Exercise directions -
Within this material, find every line where the string "Respaldo" appears, and copy it out.

The input -
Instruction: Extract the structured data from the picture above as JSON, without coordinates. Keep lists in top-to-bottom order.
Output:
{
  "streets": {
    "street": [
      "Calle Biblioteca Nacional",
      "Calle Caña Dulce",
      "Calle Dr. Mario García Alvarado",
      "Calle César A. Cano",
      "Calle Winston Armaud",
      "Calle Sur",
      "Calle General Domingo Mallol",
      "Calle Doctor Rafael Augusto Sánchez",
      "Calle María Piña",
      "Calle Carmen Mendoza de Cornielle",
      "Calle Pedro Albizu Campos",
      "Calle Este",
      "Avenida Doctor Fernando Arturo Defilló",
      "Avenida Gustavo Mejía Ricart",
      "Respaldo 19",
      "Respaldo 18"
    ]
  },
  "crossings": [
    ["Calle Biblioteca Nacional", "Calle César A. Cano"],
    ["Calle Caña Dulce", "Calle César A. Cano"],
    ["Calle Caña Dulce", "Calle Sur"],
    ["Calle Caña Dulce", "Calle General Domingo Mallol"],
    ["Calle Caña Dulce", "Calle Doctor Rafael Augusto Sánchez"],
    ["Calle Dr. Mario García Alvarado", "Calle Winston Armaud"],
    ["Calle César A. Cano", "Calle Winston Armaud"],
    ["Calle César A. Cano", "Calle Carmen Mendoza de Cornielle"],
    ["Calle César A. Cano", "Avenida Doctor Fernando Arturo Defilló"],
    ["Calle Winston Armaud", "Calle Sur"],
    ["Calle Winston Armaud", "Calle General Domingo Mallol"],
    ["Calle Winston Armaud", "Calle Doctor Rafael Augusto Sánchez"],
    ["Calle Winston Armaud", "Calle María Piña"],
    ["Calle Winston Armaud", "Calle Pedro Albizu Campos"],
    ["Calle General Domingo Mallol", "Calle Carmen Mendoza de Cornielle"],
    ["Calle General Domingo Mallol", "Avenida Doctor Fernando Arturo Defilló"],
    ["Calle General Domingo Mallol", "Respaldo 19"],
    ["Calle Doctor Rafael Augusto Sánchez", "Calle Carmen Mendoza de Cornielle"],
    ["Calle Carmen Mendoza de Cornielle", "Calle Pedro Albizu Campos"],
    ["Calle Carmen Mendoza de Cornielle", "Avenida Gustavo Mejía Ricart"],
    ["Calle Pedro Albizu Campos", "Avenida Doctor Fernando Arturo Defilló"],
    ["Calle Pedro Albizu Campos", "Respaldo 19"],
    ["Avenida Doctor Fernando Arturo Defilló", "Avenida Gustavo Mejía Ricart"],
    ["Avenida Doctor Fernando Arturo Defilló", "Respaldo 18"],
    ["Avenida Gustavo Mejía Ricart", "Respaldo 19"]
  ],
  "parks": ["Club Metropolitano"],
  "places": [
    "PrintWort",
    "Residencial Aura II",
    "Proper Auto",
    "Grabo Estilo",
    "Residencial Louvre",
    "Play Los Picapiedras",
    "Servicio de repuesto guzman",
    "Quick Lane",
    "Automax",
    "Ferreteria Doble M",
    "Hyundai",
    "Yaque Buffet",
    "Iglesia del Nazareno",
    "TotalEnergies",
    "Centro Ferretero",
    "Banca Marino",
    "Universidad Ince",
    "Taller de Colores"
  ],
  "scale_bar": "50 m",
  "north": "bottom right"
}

Exercise result -
      "Respaldo 19",
      "Respaldo 18"
    ["Calle General Domingo Mallol", "Respaldo 19"],
    ["Calle Pedro Albizu Campos", "Respaldo 19"],
    ["Avenida Doctor Fernando Arturo Defilló", "Respaldo 18"],
    ["Avenida Gustavo Mejía Ricart", "Respaldo 19"]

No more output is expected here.